On Thursday, April 26, Paraguayan journalists gathered to demand better labor rights, the end of impunity, better quality of information, and more plurality among news media in the country, reported the Paraguayan Union of Journalists.
This date, Paraguay's Day of the Journalist, is also the date when journalist Santiago Leguizamón was killed by hit-men in 1991, a case that remains unpunished and that "tried to silence the press," reported the newspaper ABC Color.
Although Paraguay had only one journalist killed in 2011, the country fell 26 places to number 80 in the most recent World Press Freedom Index for 2011-2012 published by Reporters Without Borders.

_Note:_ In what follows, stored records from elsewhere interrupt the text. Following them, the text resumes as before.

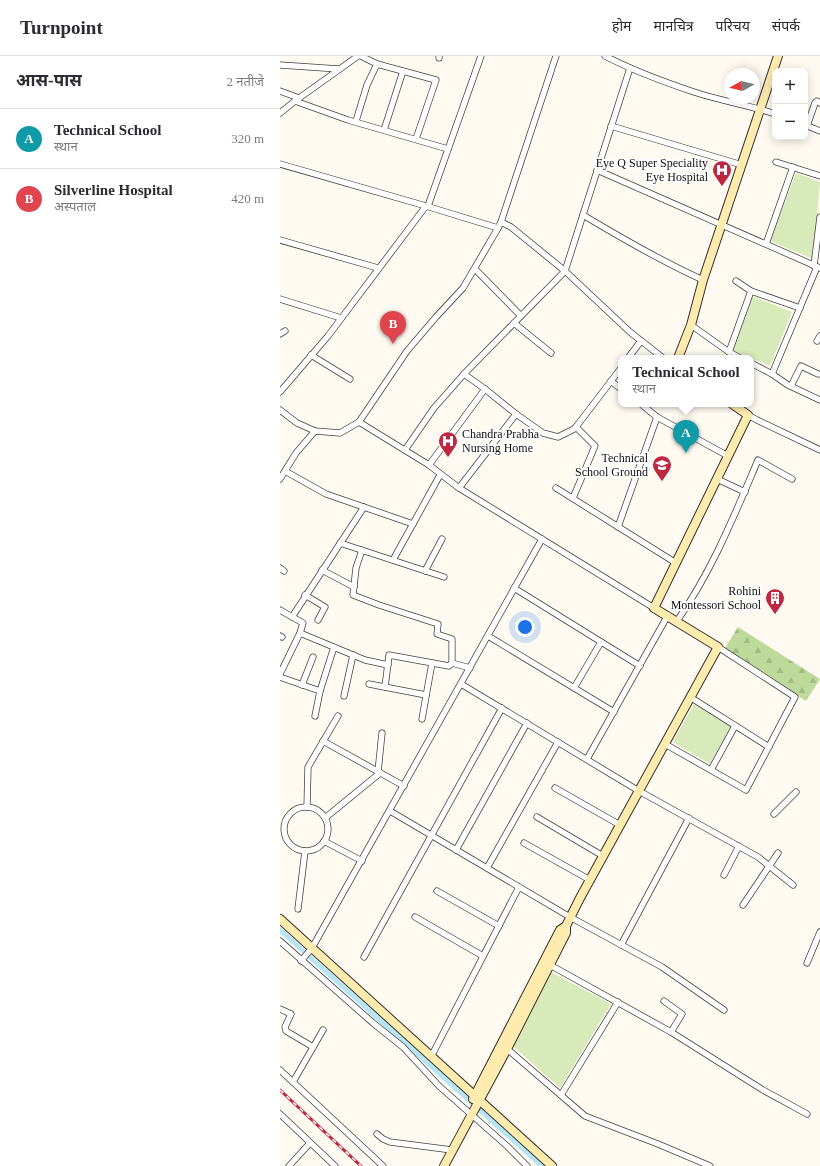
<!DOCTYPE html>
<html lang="hi">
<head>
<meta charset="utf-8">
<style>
	body { margin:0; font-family:"Times New Roman","Noto Sans Devanagari",serif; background:#f2f2f3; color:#2b2b33 }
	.controls { position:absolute; right:12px; top:12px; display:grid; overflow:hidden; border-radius:8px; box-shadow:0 2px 10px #0003 }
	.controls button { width:36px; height:36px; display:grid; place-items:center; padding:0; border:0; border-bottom:1px solid #e1e1e2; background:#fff; color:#2b2b33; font:20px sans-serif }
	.compass { position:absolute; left:444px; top:12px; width:36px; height:36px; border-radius:50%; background:#fff; box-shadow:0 2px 10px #0003; rotate:262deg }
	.you { position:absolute; left:245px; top:571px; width:14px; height:14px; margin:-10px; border:3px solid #fff; border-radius:50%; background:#1a73e8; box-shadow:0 0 0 6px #1a73e833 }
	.badge { display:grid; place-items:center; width:26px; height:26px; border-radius:50%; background:#be2740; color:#fff; font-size:13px; font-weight:700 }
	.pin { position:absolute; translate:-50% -33px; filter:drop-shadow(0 1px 2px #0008) }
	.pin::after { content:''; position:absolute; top:21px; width:14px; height:12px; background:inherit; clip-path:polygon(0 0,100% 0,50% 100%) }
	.popup { position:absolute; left:338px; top:299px; width:136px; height:52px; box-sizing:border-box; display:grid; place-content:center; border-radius:8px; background:#fff; filter:drop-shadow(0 1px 3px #0005); font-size:13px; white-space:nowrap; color:#7c7c81 }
	.popup b { font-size:15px; color:#2b2b33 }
	.popup::after { content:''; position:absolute; left:50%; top:100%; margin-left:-8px; border:8px solid transparent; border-top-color:#fff }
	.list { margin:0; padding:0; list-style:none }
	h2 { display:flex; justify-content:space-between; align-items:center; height:52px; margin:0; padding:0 16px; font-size:17px }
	h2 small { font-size:13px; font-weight:400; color:#7c7c81 }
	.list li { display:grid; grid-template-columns:26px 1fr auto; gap:12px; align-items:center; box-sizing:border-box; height:60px; padding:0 16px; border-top:1px solid #e1e1e2 }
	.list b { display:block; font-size:15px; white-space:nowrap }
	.list p { margin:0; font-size:13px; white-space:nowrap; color:#7c7c81 }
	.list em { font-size:13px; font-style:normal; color:#7c7c81 }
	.map { position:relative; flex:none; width:540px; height:1110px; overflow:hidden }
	header { display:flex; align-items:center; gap:24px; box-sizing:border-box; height:56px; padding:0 20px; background:#fff; border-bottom:1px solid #e1e1e2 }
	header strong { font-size:19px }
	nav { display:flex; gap:22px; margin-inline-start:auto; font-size:14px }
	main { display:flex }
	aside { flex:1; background:#fff }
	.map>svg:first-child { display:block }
	.forest { fill:url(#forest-firs) }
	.park { fill:#d8e9ba }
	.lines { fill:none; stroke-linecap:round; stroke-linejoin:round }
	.canal { stroke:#b6e5f6; stroke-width:5 }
	.street-casing { stroke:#424242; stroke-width:7 }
	.secondary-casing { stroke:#313131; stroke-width:10 }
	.street { stroke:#fff; stroke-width:5.5 }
	.secondary { stroke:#feebad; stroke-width:8 }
	.rail-casing { stroke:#be2740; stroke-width:3 }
	.rail { stroke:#fff; stroke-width:1.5; stroke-dasharray:4.5; stroke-linecap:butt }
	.labels { text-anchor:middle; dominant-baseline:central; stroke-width:4; stroke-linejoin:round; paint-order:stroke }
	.poi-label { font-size:12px; fill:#0f0f0f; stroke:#fff; text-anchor:end }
</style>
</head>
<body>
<header>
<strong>Turnpoint</strong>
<nav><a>होम</a><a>मानचित्र</a><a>परिचय</a><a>संपर्क</a></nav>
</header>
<main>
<aside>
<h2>आस-पास<small>2 नतीजे</small></h2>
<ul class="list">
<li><span class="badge" style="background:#0f9aa8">A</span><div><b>Technical School</b><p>स्थान</p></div><em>320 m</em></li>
<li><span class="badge" style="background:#e0444e">B</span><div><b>Silverline Hospital</b><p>अस्पताल</p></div><em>420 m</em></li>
</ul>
</aside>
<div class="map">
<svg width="540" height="1110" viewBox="0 0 540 1110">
	<defs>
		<pattern id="forest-firs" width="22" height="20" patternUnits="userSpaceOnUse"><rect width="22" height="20" fill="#beda9a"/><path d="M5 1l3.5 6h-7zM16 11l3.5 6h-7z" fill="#a2ba84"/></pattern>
	</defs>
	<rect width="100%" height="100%" fill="#fffaf1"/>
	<!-- forest -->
	<polygon class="forest" points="458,571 540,623 526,645 445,592"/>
	<!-- park -->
	<g class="park">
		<polygon points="516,117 540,126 533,203 490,185"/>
		<polygon points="472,240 512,256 490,310 450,294"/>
		<polygon points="414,648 451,670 430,708 393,686"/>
		<polygon points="271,916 331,948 280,1032 233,990"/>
	</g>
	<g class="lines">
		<!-- canal -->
		<polyline class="canal" points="0,874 262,1110"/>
		<defs>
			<g id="street">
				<polyline points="81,0 97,8 156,24 136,83"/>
				<path d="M 325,0 C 354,15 384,26 414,36 C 441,45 469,49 495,58"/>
				<polyline points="159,2 159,0"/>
				<polyline points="0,9 59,13"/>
				<polyline points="0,35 19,42"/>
				<polyline points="15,45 68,64 168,93"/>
				<polyline points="0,57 15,45 78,0"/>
				<polyline points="76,65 87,29 97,8"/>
				<polyline points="525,69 540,75"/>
				<polyline points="331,70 462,109"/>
				<polyline points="527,70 535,47 537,45 540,47"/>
				<polyline points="104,74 123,15"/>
				<polyline points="496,106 540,120"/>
				<polyline points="0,108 146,150 218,172"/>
				<polyline points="317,114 540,212"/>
				<polyline points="148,150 201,0"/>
				<path d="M 303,159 C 343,183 381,205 423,224"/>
				<polyline points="221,166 231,171 285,215 350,276 383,302"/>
				<polyline points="0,184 98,212"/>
				<polyline points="486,188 513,111"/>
				<polyline points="534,210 540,161"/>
				<polyline points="195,213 241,260"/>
				<polyline points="456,225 471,235 520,252"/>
				<polyline points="0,243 61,262"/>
				<polyline points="234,267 271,297"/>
				<polyline points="411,269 449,296 460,302"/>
				<polyline points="0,278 5,275"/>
				<polyline points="537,285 540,280"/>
				<polyline points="449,296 471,235"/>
				<polyline points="31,299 70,323"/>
				<polyline points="348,302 361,285"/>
				<polyline points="471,307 492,318 508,329 540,344"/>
				<polyline points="184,318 205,333 236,358 263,377 278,381 294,373 296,371 341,312"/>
				<polyline points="492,318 537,211"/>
				<polyline points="331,325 341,333"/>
				<polyline points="511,330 521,310 538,318"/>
				<polyline points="0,336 48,280 146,150"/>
				<polyline points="361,348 377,361 448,400"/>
				<polyline points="0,354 17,367 35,375 60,377 79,366 127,295 156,261 183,232 218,172 221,166 276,0"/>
				<polyline points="468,359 477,364 540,394"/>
				<polyline points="79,366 149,409 179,432 374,552"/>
				<polyline points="125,394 154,352 184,318 285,215 350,12"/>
				<polyline points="149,409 205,333"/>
				<polyline points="5,415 46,438 133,468"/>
				<polyline points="0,423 16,397 35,375"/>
				<polyline points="437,423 465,436"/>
				<polyline points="179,432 236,358"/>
				<polyline points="276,432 396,507"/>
				<polyline points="293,442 315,390 296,371"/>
				<polyline points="338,471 377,361"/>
				<polyline points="60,487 164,521"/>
				<polyline points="82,494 76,512 73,539 99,549 158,568 157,578 172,583 172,607"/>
				<polyline points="113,504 160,419"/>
				<polyline points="0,512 4,515"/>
				<polyline points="42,514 74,531"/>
				<polyline points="145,515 162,483"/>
				<polyline points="234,532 360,610"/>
				<polyline points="25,539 45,551 38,564"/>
				<polyline points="0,554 23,567 20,577 0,618"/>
				<polyline points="12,561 84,451"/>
				<path d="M 397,565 C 432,515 454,460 478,404 L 512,423"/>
				<polyline points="20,577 85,604 108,609"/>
				<polyline points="0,580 2,581"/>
				<polyline points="208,580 334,656"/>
				<polyline points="0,621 40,635"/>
				<polyline points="89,628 146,639"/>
				<polyline points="181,628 359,735 478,801 513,829"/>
				<polyline points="22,629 33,601"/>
				<polyline points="105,631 109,599 169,610 172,607 190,612"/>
				<polyline points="294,632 321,586"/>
				<polyline points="64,640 73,599"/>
				<polyline points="410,641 489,691"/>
				<polyline points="35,660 40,635 54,591"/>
				<polyline points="142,663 152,607"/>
				<polyline points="43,685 124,730"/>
				<polyline points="385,688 466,734 515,641 438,591"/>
				<polyline points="307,703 388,559"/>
				<polyline points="431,714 455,670"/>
				<polyline points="98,716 102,677"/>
				<polyline points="275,732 340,769"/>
				<polyline points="27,751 28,711 58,660"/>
				<circle cx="26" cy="773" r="22"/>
				<polyline points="110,755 290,861 382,911 444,954"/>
				<polyline points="494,758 516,736"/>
				<polyline points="257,761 323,800"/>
				<polyline points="45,762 100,717"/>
				<polyline points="44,785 82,805"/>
				<polyline points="244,787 310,824"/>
				<polyline points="176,794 247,667"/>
				<polyline points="207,812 278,686"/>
				<polyline points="444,819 459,790"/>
				<polyline points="157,835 219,870"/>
				<polyline points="463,849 498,797"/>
				<polyline points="18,853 25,795"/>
				<polyline points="135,861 203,900"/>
				<polyline points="0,885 93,967 123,991 159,1030 227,1090 247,1110"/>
				<polyline points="341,889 409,762"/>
				<polyline points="84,901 222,652"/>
				<polyline points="21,905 32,892 262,483"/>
				<polyline points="527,907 540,876"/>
				<polyline points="270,909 391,976 483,1034 527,1058"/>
				<polyline points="384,945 402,958 391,976"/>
				<polyline points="0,953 11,958 5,971 6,975 33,991"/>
				<polyline points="225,991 305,1060 378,1088 430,1110"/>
				<polyline points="152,999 239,831"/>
				<polyline points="0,1014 103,1110"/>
				<polyline points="13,1026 43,974"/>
				<polyline points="281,1039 338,946"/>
				<polyline points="0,1058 55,1110"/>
				<polyline points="97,1078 103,1083 110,1086 172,1094"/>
				<polyline points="9,1110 30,1087"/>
			</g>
			<g id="secondary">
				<polyline points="398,302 411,269 423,224 498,0"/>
				<polyline points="0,863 272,1110"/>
				<polyline points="193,1043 280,874 286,870"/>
				<polyline points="164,1110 227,993 286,877 286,870 300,842 438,591 374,552 468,359 452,348"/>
			</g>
		</defs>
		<!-- street casing -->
		<use href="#street" class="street-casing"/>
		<!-- secondary casing -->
		<use href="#secondary" class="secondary-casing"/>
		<!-- street -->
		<use href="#street" class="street"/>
		<!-- secondary -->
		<use href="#secondary" class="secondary"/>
		<defs>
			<polyline id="rail" points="0,1034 81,1110"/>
		</defs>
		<!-- rail casing -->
		<use href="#rail" class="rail-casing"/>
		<!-- rail -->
		<use href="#rail" class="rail"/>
	</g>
	<!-- icons -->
	<defs>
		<symbol id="hospital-pin" viewBox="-11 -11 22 30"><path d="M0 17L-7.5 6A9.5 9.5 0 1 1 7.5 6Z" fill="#be2740" stroke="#fff"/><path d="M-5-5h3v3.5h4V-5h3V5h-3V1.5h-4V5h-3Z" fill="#fff"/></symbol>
		<symbol id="school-pin" viewBox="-11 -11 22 30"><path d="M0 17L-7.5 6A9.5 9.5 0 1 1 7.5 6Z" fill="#be2740" stroke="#fff"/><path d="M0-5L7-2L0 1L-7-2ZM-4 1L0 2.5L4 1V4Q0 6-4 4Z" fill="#fff"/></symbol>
		<symbol id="building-pin" viewBox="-11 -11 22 30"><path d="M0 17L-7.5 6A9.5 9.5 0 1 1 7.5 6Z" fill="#be2740" stroke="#fff"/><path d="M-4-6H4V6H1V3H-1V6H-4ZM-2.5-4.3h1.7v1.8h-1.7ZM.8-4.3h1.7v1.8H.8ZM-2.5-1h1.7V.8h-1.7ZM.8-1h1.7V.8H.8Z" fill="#fff"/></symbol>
	</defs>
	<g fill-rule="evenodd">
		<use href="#hospital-pin" x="431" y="103" width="22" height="30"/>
		<use href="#hospital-pin" x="157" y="374" width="22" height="30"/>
		<use href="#school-pin" x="371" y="398" width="22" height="30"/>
		<use href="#building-pin" x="484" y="531" width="22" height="30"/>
	</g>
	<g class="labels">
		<!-- poi labels -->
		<g class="poi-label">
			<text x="428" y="107">Eye Q Super Speciality<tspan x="428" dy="14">Eye Hospital</tspan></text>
			<text x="182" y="378" text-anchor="start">Chandra Prabha<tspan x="182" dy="14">Nursing Home</tspan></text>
			<text x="368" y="402">Technical<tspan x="368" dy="14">School Ground</tspan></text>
			<text x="481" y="535">Rohini<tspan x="481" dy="14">Montessori School</tspan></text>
		</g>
	</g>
</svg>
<div class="controls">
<button>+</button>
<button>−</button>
</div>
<svg class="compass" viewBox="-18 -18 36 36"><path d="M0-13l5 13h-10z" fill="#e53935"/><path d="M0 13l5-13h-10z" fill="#7c7c81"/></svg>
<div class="you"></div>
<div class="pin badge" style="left:406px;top:397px;background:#0f9aa8">A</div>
<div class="popup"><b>Technical School</b>स्थान</div>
<div class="pin badge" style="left:113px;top:288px;background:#e0444e">B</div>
</div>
</main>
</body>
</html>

The drop in ranking was due mostly to the large number of defamation lawsuits against journalists and news media, as well as many attacks and threats, and the lack of a public information access law, according to the report of Reporters Without Borders.
Despite this, compared with other Latin American countries, Paraguay at least doesn't have a president that constantly attacks the press, such as Rafael Correa in Ecuador, Cristina Kirchner in Argentina, Hugo Chávez in Venezuela, or Evo Morales in Bolivia. A report by the Inter American Press Association recently criticized the administrations of these presidents for being arbitrary, intolerant, and for hindering the press.
Paraguayan president Fernando Lugo said that it is much better to have an opposition press that helps construct the necessary self-criticism to amend the administration's mistakes, than to have a friendly press that will hide these mistakes, reported the newspaper Última Hora. Lugo also said that his administration would not lift a finger trying to “silence opposing views,” added the news site Paraguay.com.